Nanoscale Infection Biology
Viruses are nanoscale entities. Despite their size and low complexity, they efficiently enter host cells leading to infection and reprogramming of cellular functions. The critical processes involve only a handful of viral and cellular proteins. Yet this contact is critical for the outcome of infection and the cellular immune response. We look at these processes to understand which cellular processes are stimulated by viruses and how the host cell interprets an infecting virus at the molecular level. At the scale of single viruses, these processes, their dynamics and structural conditions remain mostly unclear. We thus use advanced microscopy techniques, which allow us to visualize viral and cellular nanostructures during the infection process.
Our working group investigates the cell interaction of respiratory RNA viruses with the help of modern microscopy methods in order to understand how individual viruses communicate with their host cells and how these signals are interpreted by the cells.
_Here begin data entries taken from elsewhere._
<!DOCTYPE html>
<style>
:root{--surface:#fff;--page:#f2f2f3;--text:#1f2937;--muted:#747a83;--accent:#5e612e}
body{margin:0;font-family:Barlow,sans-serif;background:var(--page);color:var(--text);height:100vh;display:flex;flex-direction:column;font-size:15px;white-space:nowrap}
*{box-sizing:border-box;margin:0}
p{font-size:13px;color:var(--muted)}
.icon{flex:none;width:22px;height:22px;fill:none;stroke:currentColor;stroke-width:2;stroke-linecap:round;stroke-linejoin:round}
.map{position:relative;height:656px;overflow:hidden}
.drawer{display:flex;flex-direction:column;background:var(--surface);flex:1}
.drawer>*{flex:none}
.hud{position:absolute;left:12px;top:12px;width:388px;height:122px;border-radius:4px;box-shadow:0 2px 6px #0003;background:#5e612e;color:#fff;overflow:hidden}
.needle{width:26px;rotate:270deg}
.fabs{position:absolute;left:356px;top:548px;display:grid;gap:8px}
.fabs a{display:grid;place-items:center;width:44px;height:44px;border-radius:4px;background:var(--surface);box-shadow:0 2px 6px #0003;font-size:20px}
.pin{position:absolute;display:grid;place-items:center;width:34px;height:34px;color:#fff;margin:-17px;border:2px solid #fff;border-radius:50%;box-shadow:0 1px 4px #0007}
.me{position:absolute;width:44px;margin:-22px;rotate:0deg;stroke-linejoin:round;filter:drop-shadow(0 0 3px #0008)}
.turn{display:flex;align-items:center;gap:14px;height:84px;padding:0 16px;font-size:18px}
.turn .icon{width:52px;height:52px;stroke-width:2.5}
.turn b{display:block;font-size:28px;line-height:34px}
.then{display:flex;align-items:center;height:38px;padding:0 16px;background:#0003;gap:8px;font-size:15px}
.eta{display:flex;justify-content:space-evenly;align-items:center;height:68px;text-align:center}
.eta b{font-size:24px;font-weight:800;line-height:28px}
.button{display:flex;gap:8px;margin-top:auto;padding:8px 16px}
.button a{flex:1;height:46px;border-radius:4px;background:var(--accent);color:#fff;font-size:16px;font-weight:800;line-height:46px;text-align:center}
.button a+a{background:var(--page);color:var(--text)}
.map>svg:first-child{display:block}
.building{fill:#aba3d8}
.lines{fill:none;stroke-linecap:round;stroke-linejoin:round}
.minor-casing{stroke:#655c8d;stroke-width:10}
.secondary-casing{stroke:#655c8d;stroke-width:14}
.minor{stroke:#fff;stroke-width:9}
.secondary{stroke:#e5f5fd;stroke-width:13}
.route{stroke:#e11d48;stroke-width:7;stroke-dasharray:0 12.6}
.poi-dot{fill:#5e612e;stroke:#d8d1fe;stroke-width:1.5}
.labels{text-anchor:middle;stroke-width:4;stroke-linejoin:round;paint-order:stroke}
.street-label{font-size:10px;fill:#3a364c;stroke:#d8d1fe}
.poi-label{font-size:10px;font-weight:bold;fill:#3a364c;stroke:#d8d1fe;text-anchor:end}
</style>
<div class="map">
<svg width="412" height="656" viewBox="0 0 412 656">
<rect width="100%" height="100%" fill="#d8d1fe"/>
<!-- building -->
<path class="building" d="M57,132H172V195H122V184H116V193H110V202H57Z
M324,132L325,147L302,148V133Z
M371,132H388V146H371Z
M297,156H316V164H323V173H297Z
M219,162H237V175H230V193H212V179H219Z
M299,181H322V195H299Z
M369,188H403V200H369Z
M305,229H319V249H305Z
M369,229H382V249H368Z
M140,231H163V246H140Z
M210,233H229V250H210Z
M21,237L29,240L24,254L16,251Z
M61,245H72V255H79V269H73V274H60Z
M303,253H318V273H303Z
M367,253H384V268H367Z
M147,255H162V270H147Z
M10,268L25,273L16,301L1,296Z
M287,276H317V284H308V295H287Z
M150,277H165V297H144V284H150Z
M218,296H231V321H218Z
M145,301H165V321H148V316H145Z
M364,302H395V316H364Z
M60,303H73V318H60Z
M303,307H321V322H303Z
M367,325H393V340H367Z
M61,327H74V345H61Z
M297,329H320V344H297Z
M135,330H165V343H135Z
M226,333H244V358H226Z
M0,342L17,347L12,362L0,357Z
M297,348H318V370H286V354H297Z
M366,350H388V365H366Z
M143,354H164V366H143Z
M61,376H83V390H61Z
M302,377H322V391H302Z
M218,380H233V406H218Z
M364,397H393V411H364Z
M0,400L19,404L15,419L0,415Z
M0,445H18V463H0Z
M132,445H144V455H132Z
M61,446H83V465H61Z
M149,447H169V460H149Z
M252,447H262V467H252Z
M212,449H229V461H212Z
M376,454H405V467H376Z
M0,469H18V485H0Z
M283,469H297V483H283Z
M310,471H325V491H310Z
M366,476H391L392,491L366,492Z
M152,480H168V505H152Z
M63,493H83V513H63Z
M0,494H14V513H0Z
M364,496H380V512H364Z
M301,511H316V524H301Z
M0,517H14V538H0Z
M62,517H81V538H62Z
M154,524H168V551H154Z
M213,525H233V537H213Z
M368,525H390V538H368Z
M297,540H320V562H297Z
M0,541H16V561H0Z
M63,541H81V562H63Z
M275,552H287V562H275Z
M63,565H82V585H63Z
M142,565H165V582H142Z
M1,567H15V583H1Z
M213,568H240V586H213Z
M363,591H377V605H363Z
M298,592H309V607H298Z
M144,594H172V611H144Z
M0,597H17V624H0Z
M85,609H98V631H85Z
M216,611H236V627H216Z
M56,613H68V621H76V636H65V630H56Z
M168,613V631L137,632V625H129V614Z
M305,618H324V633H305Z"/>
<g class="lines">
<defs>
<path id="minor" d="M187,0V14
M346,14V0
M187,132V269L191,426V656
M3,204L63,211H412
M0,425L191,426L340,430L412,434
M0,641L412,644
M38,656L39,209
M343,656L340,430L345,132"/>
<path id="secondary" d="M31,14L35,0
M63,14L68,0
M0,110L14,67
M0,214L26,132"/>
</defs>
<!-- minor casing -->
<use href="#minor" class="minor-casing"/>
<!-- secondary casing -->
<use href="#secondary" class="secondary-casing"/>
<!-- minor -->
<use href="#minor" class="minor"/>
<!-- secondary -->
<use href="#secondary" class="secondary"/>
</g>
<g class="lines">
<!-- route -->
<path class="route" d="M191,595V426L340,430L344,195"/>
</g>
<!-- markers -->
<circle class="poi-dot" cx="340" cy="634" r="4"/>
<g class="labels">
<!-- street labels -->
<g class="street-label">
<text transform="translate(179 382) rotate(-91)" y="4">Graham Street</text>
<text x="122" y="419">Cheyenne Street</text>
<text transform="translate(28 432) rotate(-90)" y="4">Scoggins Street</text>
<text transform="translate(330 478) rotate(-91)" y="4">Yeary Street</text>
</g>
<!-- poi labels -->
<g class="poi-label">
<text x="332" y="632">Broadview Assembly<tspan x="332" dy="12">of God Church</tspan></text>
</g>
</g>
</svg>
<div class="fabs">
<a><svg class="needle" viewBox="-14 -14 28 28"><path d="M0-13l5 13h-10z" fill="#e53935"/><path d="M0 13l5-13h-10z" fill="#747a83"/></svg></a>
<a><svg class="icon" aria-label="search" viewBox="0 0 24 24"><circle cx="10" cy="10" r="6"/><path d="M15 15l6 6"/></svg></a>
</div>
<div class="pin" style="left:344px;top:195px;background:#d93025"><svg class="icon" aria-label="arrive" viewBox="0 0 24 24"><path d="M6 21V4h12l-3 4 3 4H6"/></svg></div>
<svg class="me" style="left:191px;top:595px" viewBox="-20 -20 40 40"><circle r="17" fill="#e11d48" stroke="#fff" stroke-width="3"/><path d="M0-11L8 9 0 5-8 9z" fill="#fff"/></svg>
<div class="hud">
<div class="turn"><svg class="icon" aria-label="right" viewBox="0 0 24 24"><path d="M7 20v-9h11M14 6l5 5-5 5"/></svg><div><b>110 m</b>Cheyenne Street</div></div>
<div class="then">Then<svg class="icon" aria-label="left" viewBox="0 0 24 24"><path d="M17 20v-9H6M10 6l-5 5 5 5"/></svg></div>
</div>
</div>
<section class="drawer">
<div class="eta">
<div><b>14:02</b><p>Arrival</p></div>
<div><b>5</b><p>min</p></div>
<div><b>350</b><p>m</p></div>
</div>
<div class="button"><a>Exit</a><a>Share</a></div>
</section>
The cellular plasma membrane plays a crucial role during virus entry into the cell and also for the assembly of new infectious viruses. It serves the cell on the one hand as a communication interface, but also as a barrier against invading pathogens. Viruses are able to use and modify the plasma membrane, its structure and components in a targeted manner. Our aim is to study these processes at the level of individual viruses and individual proteins.
This nanoscopic view is important because viruses, due to their size and limited genome, have little opportunity to interact with the host cell in order to initiate an infection. The cell's own proteins are bound, an initially rather unspecific process, but then also activated, which in turn appears to occur in a specific manner. We use high- and super-resolution microscopy methods to investigate virus infection on a nanoscopic level in order to understand cellular structures and their dynamics during infection.